Now we use the RF model to further downselect important features by using the `RFE` class of Scikit-Learn.

*Remark*: This step can get quite compute-intensive! Here, we check RFE in steps of 5 features. Ideally, this should be carried out in steps of 1.

In [None]:
from sklearn.ensemble import RandomForestRegressor
from sklearn.feature_selection import RFE
from sklearn.metrics import mean_absolute_error
from tqdm.notebook import tqdm

rf = RandomForestRegressor(n_estimators=50, random_state=17, n_jobs=1)
n_features_list = list(range(5, X_val.shape[1]+1, 5))
val_errors = []
train_errors = []
selected_features_dict = {}

for n_features in tqdm(n_features_list, desc='RFE Progress'):
    rfe = RFE(estimator=rf, n_features_to_select=n_features, step=5)
    rfe.fit(X_train, y_train)
    selected_features_dict[n_features] = list(X.columns[rfe.support_])
    X_train_rfe = rfe.transform(X_train)
    rf.fit(X_train_rfe, y_train)
    y_train_pred = rf.predict(X_train_rfe)
    train_errors.append(mean_absolute_error(y_train, y_train_pred))
    X_val_rfe = rfe.transform(X_val)
    y_val_pred = rf.predict(X_val_rfe)
    val_errors.append(mean_absolute_error(y_val, y_val_pred))

plt.figure(figsize=(8, 5))
plt.plot(n_features_list, train_errors, label='Train MAE')
plt.plot(n_features_list, val_errors, label='Validation MAE')
plt.xlabel('Number of Selected Features')
plt.ylabel('Mean Absolute Error')
plt.title('RFE: MAE vs. Number of Features')
plt.legend()
plt.tight_layout()
plt.show()

### 2.7 Final Model Evaluation
Lastly, we compute all train/validation/test metrics (here we look at MAE and R^2, but this can be easily extended to RMSE, MAPE, etc.).
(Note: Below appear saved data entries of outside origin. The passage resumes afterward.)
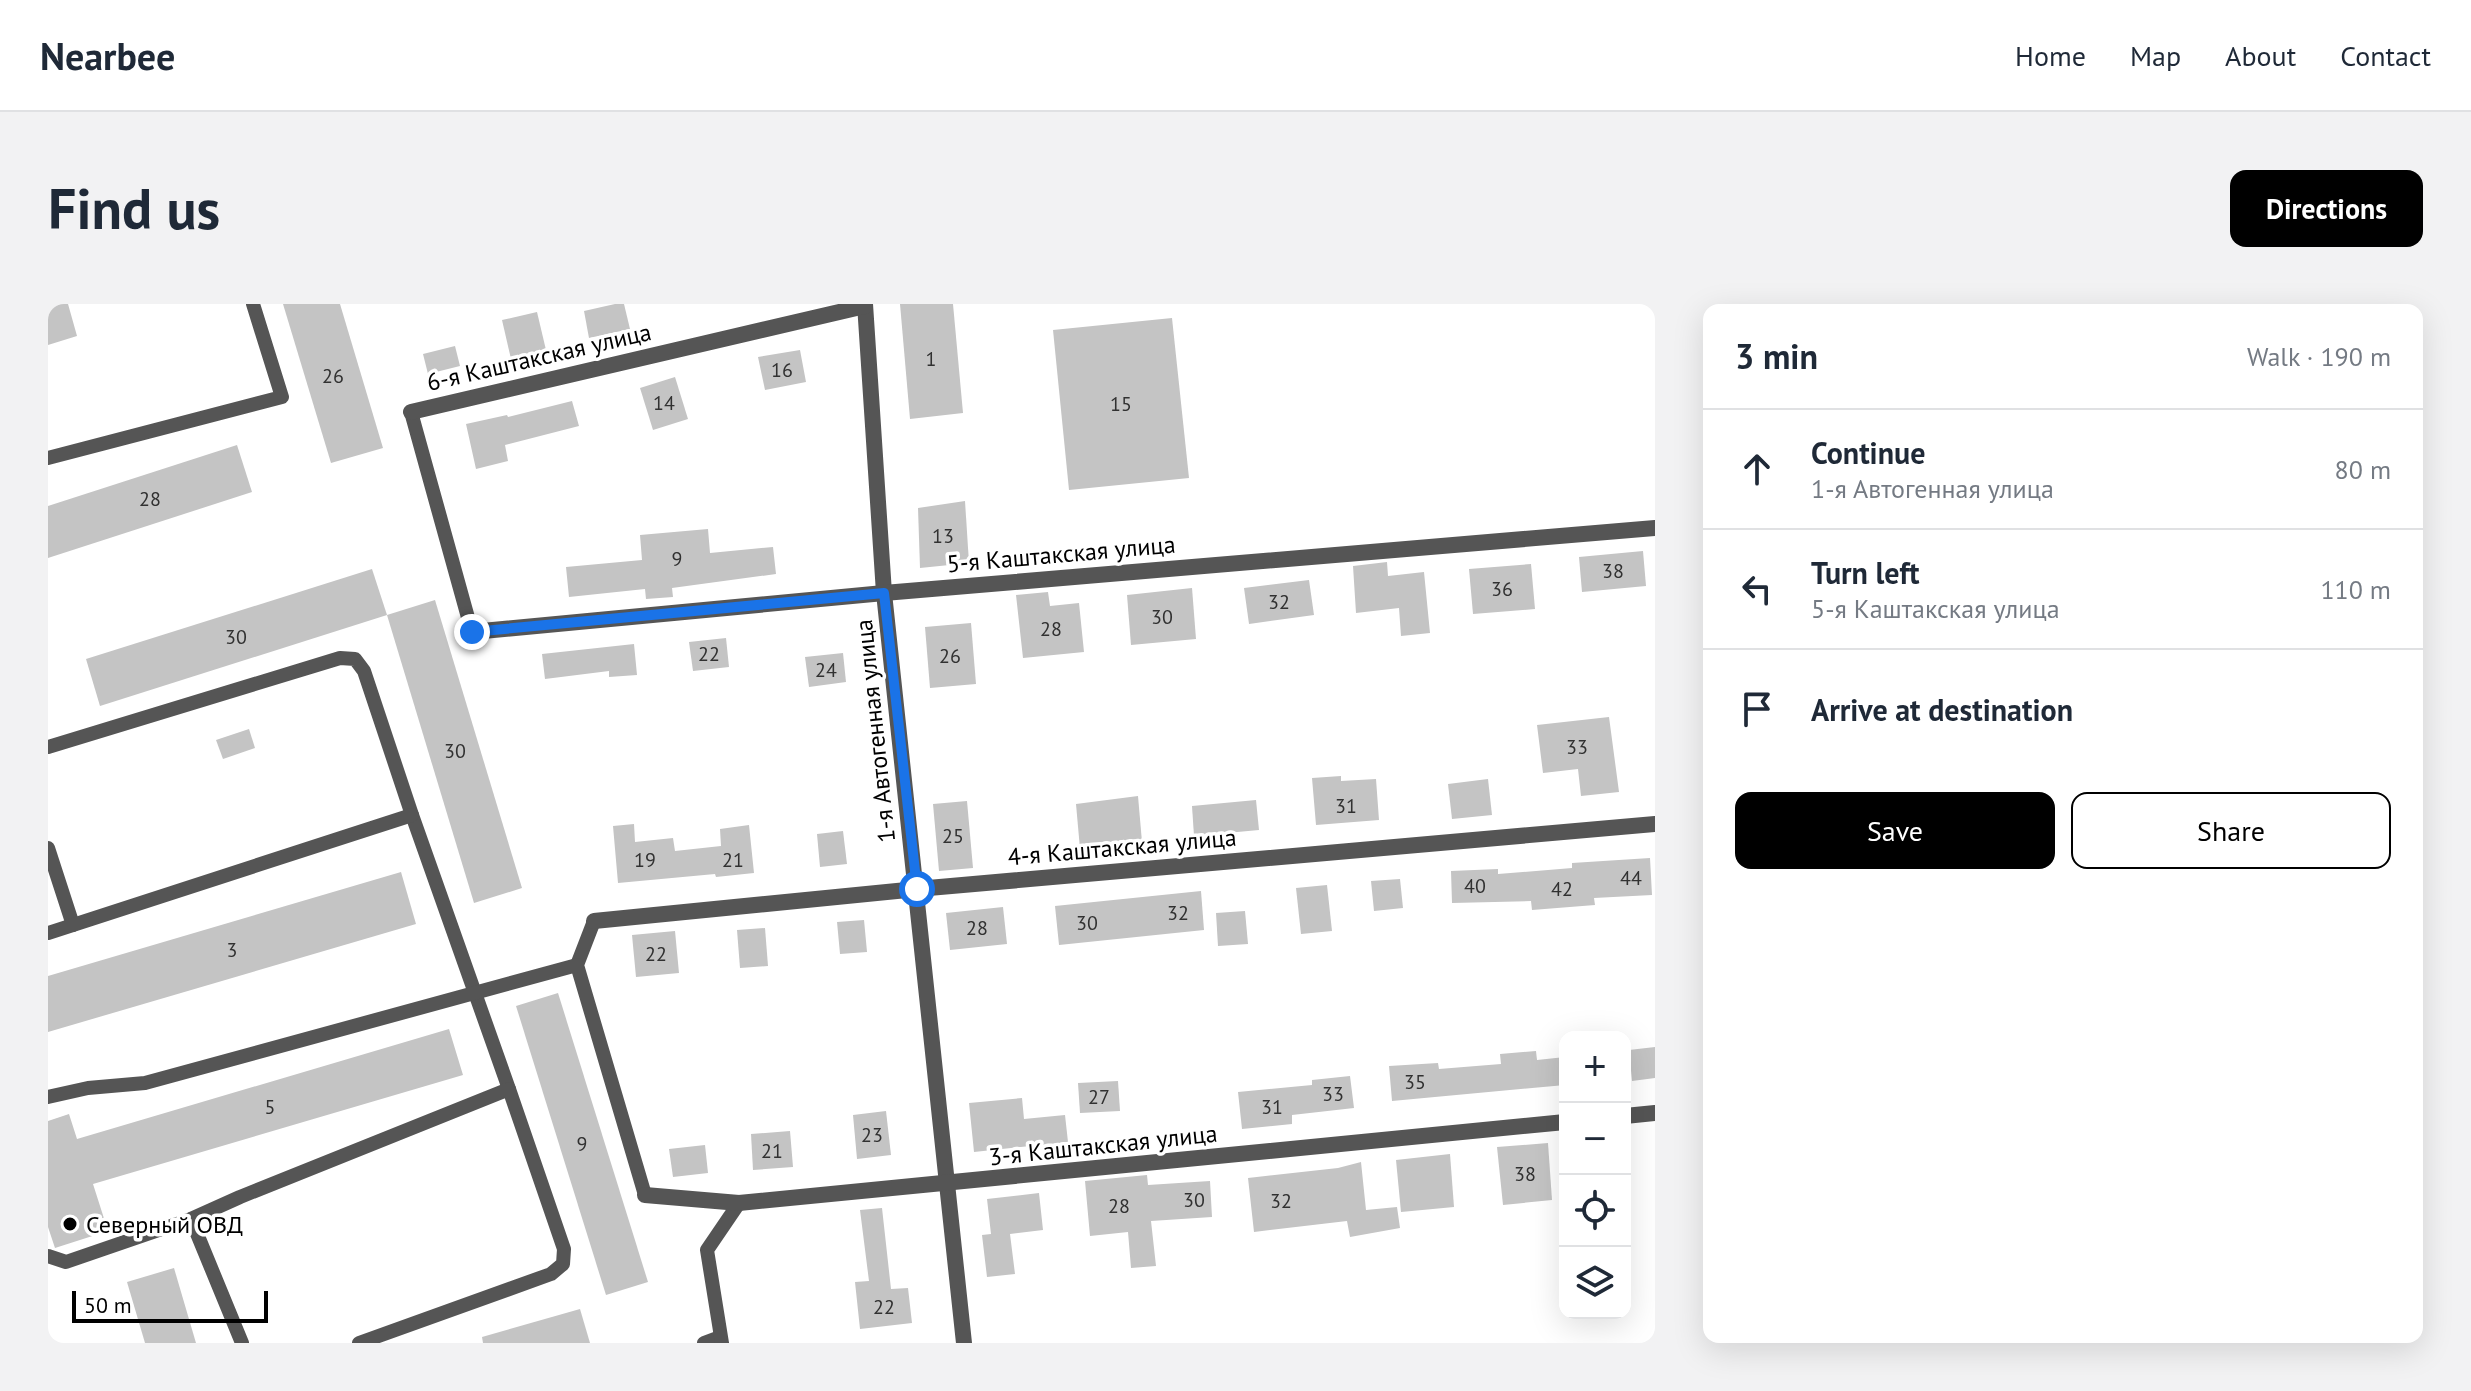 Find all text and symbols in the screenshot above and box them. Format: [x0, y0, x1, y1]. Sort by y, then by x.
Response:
text: Nearbee [40, 31, 175, 80]
text: Home [2015, 37, 2086, 74]
text: Map [2130, 37, 2181, 74]
text: About [2225, 37, 2296, 74]
text: Contact [2340, 37, 2431, 74]
button: Directions [2230, 170, 2423, 247]
text: Find us [48, 172, 220, 244]
street label: 6-я Каштакская улица [424, 316, 654, 398]
text: 3 min [1735, 334, 1818, 378]
text: Walk · 190 m [2247, 340, 2391, 373]
house number: 1 [926, 346, 936, 372]
house number: 16 [771, 357, 793, 383]
house number: 26 [322, 363, 344, 389]
house number: 14 [653, 390, 675, 416]
house number: 15 [1110, 391, 1132, 417]
text: Continue [1811, 433, 1925, 472]
icon: ahead [1735, 447, 1779, 491]
text: 80 m [2335, 453, 2391, 486]
text: 1-я Автогенная улица [1811, 472, 2054, 505]
house number: 28 [139, 486, 161, 512]
house number: 13 [932, 523, 954, 549]
street label: 5-я Каштакская улица [945, 529, 1177, 579]
house number: 9 [672, 546, 682, 572]
text: Turn left [1811, 553, 1919, 592]
house number: 38 [1602, 558, 1624, 584]
icon: left [1735, 567, 1779, 611]
text: 110 m [2320, 573, 2391, 606]
house number: 36 [1491, 576, 1513, 602]
house number: 32 [1268, 589, 1290, 615]
text: 5-я Каштакская улица [1811, 592, 2060, 625]
house number: 30 [1151, 604, 1173, 630]
route end [454, 614, 490, 650]
house number: 28 [1040, 616, 1062, 642]
street label: 1-я Автогенная улица [848, 618, 902, 844]
house number: 30 [225, 624, 247, 650]
house number: 22 [698, 641, 720, 667]
house number: 26 [939, 643, 961, 669]
house number: 24 [815, 657, 837, 683]
icon: arrive [1735, 687, 1779, 731]
text: Arrive at destination [1811, 690, 2073, 729]
house number: 33 [1566, 734, 1588, 760]
house number: 30 [444, 738, 466, 764]
button: Save [1735, 792, 2055, 869]
button: Share [2071, 792, 2391, 869]
house number: 31 [1335, 793, 1357, 819]
street label: 4-я Каштакская улица [1006, 822, 1238, 872]
house number: 25 [942, 823, 964, 849]
house number: 19 [634, 847, 656, 873]
house number: 21 [722, 847, 744, 873]
house number: 44 [1620, 865, 1642, 891]
route start [899, 871, 935, 907]
house number: 40 [1464, 873, 1486, 899]
house number: 42 [1551, 876, 1573, 902]
house number: 32 [1167, 900, 1189, 926]
house number: 30 [1076, 910, 1098, 936]
house number: 28 [966, 915, 988, 941]
house number: 3 [227, 937, 237, 963]
house number: 22 [645, 941, 667, 967]
map controls [1559, 1031, 1631, 1319]
button: + [1559, 1031, 1631, 1103]
house number: 35 [1404, 1069, 1426, 1095]
house number: 33 [1322, 1081, 1344, 1107]
house number: 27 [1088, 1084, 1110, 1110]
house number: 5 [265, 1094, 275, 1120]
house number: 31 [1261, 1094, 1283, 1120]
button: − [1559, 1103, 1631, 1175]
street label: 3-я Каштакская улица [987, 1118, 1219, 1172]
house number: 23 [861, 1122, 883, 1148]
house number: 9 [577, 1131, 587, 1157]
house number: 21 [761, 1138, 783, 1164]
house number: 38 [1514, 1161, 1536, 1187]
button: locate [1559, 1175, 1631, 1247]
house number: 30 [1183, 1187, 1205, 1213]
house number: 32 [1270, 1188, 1292, 1214]
house number: 28 [1108, 1193, 1130, 1219]
place label: Северный ОВД [86, 1209, 243, 1240]
marker: Северный ОВД [61, 1215, 79, 1233]
button: layers [1559, 1247, 1631, 1319]
scale bar [72, 1287, 268, 1323]
text: 50 m [84, 1291, 132, 1319]
house number: 22 [873, 1294, 895, 1320] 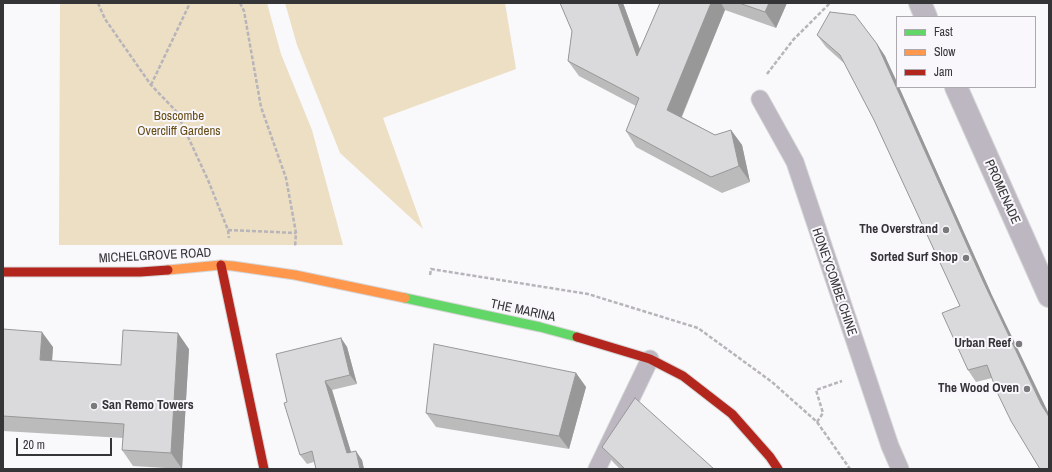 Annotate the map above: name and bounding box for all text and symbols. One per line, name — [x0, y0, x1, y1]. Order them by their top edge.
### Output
legend — [896, 16, 1036, 88]
text: Fast — [934, 24, 953, 40]
text: Slow — [934, 44, 955, 60]
text: Jam — [934, 64, 953, 80]
park label: Boscombe Overcliff Gardens — [137, 109, 221, 140]
street label: PROMENADE — [981, 157, 1023, 227]
place label: The Overstrand — [859, 222, 938, 238]
marker: The Overstrand — [941, 225, 951, 235]
street label: HONEYCOMBE CHINE — [808, 226, 860, 338]
street label: MICHELGROVE ROAD — [98, 245, 212, 267]
place label: Sorted Surf Shop — [870, 250, 958, 266]
marker: Sorted Surf Shop — [961, 253, 971, 263]
street label: THE MARINA — [489, 297, 557, 325]
place label: Urban Reef — [954, 336, 1011, 352]
marker: Urban Reef — [1014, 339, 1024, 349]
place label: The Wood Oven — [938, 381, 1019, 397]
marker: The Wood Oven — [1022, 384, 1032, 394]
place label: San Remo Towers — [102, 398, 194, 414]
marker: San Remo Towers — [89, 401, 99, 411]
scale bar — [18, 430, 114, 456]
text: 20 m — [23, 437, 45, 453] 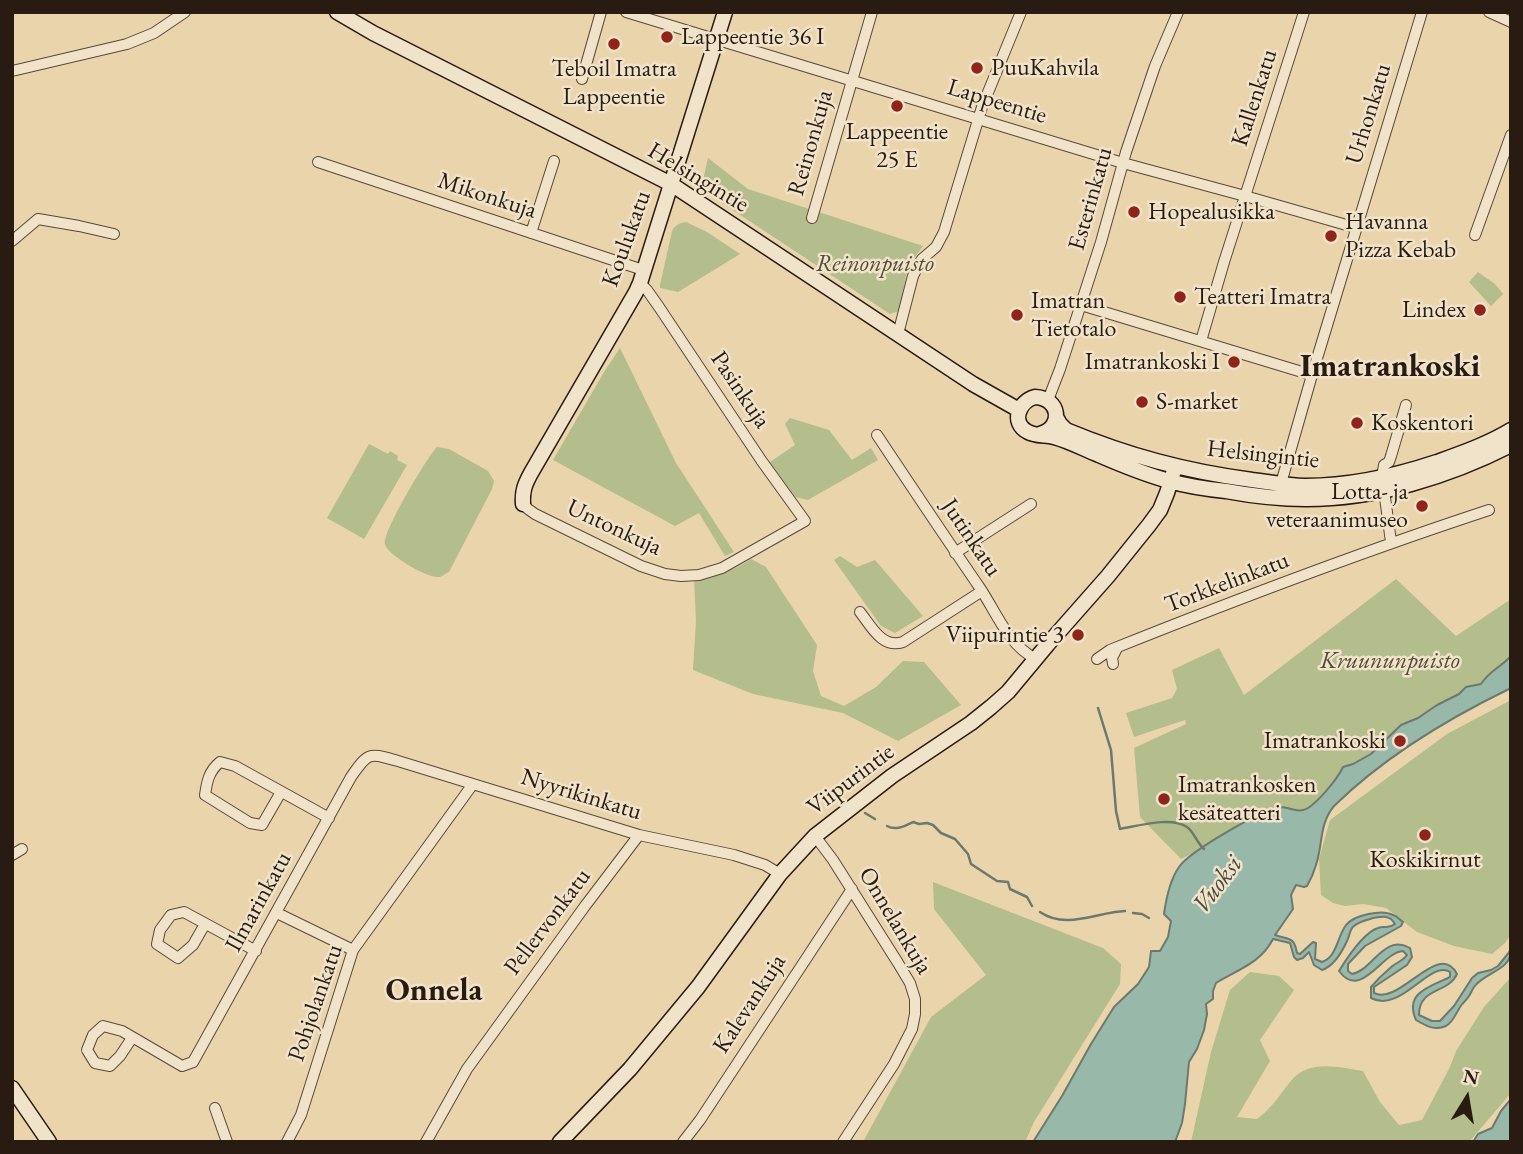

We also create parity plots (true vs. predicted target values) for all three sets.

In [None]:
from sklearn.metrics import r2_score

final_features = selected_features_dict[30]
rf_final = RandomForestRegressor(n_estimators=100, random_state=17, n_jobs=1)
X_train_final = X_train[:, [X.columns.get_loc(f) for f in final_features]]
rf_final.fit(X_train_final, y_train)

# Predict on train, validation, and test sets
X_val_final = X_val[:, [X.columns.get_loc(f) for f in final_features]]
X_test_final = X_test[:, [X.columns.get_loc(f) for f in final_features]]

y_train_pred = rf_final.predict(X_train_final)
y_val_pred = rf_final.predict(X_val_final)
y_test_pred = rf_final.predict(X_test_final)

# Calculate metrics
mae_train = mean_absolute_error(y_train, y_train_pred)
mae_val = mean_absolute_error(y_val, y_val_pred)
mae_test = mean_absolute_error(y_test, y_test_pred)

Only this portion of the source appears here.